Thirty-eight human traffickers were jailed by a Libyan court on Monday over the deaths of migrants heading to Europe on a rickety boat.
A court in eastern Libya has sentenced 38 human traffickers over the deaths of 11 Europe-bound migrants at sea, according to the office of Libya’s chief prosecutor said on Monday.
Five people were sentenced to life imprisonment after being convicted of human trafficking.
The court in the city of Bayda also sentenced nine other defendants to 15 years in prison each, the office of General Prosecutor al-Sediq al-Sourr said in a statement.
Another 24 human traffickers, part of a network smuggling migrants, were jailed for a year, the statement added.
The statement did not expand on the date and details of the deadly shipwreck.
The court ruling was the latest in the conflict-wracked North African nation to target traffickers.
In recent years, Libya has become a major transit point for Middle Eastern and African migrants fleeing conflict and poverty to seek a better life in Europe.
The oil-rich country descended into chaos following a NATO-backed uprising in 2011 that toppled and killed longtime autocrat Moammar Gadhafi.
Human traffickers have benefited from the instability in Libya, smuggling migrants across borders from six nations, including Egypt, Algeria and Sudan.

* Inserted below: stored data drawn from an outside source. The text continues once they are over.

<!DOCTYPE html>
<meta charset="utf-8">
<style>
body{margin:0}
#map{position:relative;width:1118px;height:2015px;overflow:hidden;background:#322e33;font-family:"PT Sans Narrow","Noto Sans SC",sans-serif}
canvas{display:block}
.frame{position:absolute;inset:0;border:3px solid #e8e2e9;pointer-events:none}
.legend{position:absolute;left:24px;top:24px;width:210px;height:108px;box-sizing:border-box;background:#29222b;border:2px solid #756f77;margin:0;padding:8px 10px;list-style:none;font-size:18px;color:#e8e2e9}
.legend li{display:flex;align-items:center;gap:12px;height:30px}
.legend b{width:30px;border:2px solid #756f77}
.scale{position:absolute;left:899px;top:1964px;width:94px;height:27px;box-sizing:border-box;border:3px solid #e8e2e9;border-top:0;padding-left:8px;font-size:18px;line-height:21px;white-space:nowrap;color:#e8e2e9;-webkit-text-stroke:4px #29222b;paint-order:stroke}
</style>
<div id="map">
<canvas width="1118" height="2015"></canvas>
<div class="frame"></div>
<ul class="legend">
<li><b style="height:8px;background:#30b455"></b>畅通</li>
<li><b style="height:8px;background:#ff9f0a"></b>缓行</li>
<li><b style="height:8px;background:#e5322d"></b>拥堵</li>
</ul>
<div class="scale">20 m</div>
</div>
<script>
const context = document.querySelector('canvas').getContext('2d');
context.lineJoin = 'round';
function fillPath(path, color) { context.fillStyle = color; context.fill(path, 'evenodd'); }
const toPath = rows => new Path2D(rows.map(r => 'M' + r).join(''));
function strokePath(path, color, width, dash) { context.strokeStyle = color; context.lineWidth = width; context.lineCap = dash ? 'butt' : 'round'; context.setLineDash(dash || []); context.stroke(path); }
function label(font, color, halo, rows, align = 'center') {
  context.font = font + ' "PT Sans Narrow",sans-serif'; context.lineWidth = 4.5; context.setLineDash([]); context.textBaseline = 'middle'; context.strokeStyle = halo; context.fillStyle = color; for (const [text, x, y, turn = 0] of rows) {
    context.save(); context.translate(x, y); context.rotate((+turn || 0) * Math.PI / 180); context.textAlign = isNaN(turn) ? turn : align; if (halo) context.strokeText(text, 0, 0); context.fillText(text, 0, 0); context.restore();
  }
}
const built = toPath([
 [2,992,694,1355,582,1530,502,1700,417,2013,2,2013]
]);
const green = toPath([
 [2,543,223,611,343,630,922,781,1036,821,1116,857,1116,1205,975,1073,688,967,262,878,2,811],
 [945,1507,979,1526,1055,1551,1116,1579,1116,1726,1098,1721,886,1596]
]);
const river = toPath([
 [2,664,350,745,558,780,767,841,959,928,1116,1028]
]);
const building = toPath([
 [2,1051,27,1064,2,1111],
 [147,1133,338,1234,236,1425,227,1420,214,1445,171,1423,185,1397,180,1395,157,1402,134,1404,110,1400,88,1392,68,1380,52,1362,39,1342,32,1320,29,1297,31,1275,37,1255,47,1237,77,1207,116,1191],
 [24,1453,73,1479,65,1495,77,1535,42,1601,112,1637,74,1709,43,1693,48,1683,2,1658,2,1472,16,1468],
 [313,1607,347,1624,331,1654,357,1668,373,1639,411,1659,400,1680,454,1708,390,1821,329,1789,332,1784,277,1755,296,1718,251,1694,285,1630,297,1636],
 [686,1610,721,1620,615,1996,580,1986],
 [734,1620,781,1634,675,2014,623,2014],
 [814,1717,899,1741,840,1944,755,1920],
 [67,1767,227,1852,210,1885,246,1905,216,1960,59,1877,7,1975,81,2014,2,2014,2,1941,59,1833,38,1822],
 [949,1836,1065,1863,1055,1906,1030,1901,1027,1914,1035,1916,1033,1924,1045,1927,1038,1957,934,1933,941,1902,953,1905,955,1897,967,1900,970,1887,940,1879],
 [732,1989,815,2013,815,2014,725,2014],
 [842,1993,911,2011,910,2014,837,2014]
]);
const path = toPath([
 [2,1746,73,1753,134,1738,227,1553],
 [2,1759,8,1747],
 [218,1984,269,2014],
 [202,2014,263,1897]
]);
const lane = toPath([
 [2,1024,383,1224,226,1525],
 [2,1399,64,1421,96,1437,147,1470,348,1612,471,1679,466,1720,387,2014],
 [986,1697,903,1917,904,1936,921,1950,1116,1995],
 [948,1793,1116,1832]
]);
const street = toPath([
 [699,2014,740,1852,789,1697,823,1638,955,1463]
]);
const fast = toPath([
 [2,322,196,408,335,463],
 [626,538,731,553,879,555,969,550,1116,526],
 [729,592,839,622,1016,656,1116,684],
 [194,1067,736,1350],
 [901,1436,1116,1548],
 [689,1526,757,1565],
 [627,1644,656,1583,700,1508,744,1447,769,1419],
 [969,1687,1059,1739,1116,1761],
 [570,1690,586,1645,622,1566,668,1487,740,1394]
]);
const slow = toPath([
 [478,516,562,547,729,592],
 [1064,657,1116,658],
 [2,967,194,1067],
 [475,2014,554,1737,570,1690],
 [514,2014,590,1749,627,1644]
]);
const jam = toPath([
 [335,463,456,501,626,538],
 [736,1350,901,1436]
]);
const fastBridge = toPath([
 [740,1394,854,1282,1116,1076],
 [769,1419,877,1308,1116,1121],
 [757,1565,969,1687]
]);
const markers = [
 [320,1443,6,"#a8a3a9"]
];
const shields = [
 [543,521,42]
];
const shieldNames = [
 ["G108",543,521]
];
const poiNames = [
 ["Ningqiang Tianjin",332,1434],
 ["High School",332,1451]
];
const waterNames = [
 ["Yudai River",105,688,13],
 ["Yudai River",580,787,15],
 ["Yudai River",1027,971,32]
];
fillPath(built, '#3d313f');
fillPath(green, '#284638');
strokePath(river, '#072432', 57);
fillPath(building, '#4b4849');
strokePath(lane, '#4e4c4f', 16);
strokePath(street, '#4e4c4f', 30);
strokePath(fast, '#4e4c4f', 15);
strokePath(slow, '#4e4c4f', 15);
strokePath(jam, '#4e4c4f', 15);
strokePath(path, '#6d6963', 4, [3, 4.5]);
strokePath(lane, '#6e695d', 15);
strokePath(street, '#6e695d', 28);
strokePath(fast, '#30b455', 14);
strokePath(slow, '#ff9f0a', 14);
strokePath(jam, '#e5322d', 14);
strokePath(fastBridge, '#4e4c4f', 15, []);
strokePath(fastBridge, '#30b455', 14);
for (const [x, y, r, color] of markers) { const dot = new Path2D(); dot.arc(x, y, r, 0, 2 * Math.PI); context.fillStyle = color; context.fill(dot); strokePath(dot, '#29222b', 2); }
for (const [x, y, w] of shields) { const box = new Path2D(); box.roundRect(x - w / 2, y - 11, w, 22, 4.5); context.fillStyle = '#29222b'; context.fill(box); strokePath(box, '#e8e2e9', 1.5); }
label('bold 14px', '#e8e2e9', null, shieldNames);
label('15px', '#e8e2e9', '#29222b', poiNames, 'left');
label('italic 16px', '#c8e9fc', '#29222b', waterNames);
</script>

Desperate people are then packed into ill-equipped rubber boats and other vessels for the risky voyage across the central Mediterranean.
For years, the United Nations and rights groups have decried the inhumane conditions faced by migrants trafficked and smuggled across the Mediterranean.
The EU's border agency, Frontex, detected about 330,000 irregular border crossings in 2022 — a rise of 64% on 2021, with the number of shipwrecks rising sharply in recent months.
In March, UN-backed human rights experts said there was evidence that crimes against humanity had been committed against Libyans and migrants in Libya, including women being forced into sexual slavery.